ZFS on Ubuntu 20.04 LTS

Part 2 of my series on Tips and Tricks for the Linux Desktop

ZFS on Linux (ZOL) logo

ZFS is a “next gen” filesystem that brings many useful features to the table. With the Ubuntu 20.04 LTS release, I think it’s finally ready for the tech literate data hoarders to embrace it!

This blog post aims to describe what is currently possible with ZFS and is not a step-by-step guide. Where possible, I have linked to more detailed instructions.

ZFS Primer

Before we begin, a quick overview of ZFS for the uninitiated.

ZFS was originally developed by the folks at Sun for the Solaris OS. It was later open sourced, forked and ported to Linux. Though curiously, due to licensing complications, it’s not part of the Linux kernel.

At a very high level, you can think of it as a volume manager (akin to LVM) and an advance filesystem rolled in to one. One of it’s numerous benefits is that it brings “Git like” functionality to your storage :-)

Key features:

  • Volume management : This is the ability to create “virtual partitions” (volumes) from one or more physical storage devices. A cool feature of volumes is that you don’t have to fret about how many GB you are gonna allocate to each “partition”. The free space juggling is handled by the manager, so you no longer have to resize partitions when you start running out of space on one. If you are using more than one disk, this also provides software RAID features like mirror, stripe and parity.
  • Data integrity : Uses checksum at the block and at every hierarchical organization level to detect and correct bit rot. Includes self healing features.
  • Atomic CoW (copy-on-write) Snapshots : This is the big feature folks!
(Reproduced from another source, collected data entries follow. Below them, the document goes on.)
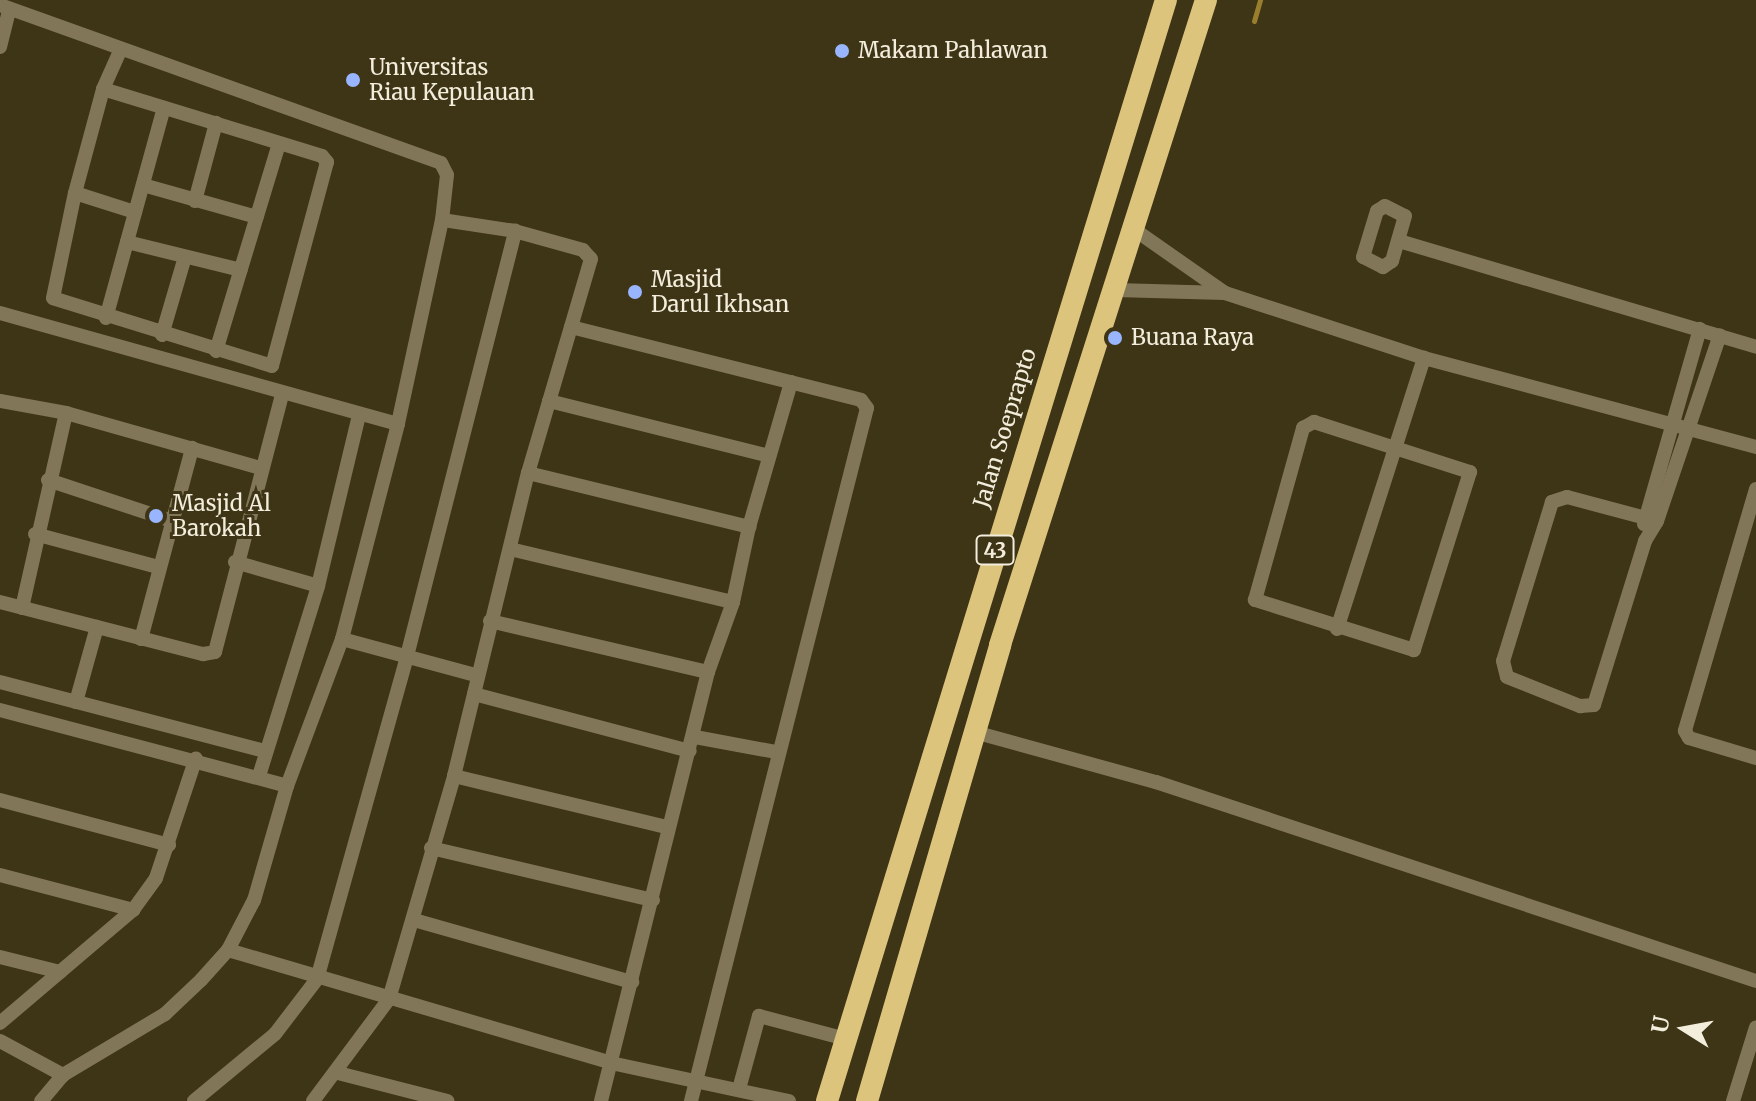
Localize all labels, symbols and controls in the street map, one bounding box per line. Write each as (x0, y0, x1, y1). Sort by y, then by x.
place label: Makam Pahlawan (858, 38, 1048, 64)
marker: Makam Pahlawan (833, 42, 851, 60)
place label: Universitas Riau Kepulauan (369, 54, 535, 106)
marker: Universitas Riau Kepulauan (344, 71, 362, 89)
place label: Masjid Darul Ikhsan (651, 266, 789, 318)
marker: Masjid Darul Ikhsan (626, 283, 644, 301)
place label: Buana Raya (1131, 325, 1254, 351)
marker: Buana Raya (1106, 329, 1124, 347)
street label: Jalan Soeprapto (968, 345, 1042, 511)
place label: Masjid Al Barokah (172, 490, 271, 542)
marker: Masjid Al Barokah (147, 507, 165, 525)
road number: 43 (975, 534, 1015, 566)
north arrow (1644, 989, 1724, 1069)
text: U (1645, 1014, 1676, 1035)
if you ask a traditional filesystem to modify a file in-place, it does precisely what you asked it to. If you ask a copy-on-write filesystem to do the same thing, it says “okay” — but it’s lying to you.

Instead, the copy-on-write filesystem writes out a new version of the block you modified, then updates the file’s metadata to unlink the old block, and link the new block you just wrote. — Jim Slater (source)

So, what this meas is that CoW filesystems are basically storing the difference at the block and management levels while maintaining a journal of the changes, similar to how Git would make commits. This makes it robust against things like power failures, makes it easy to save states (called a snapshot) and switch between them.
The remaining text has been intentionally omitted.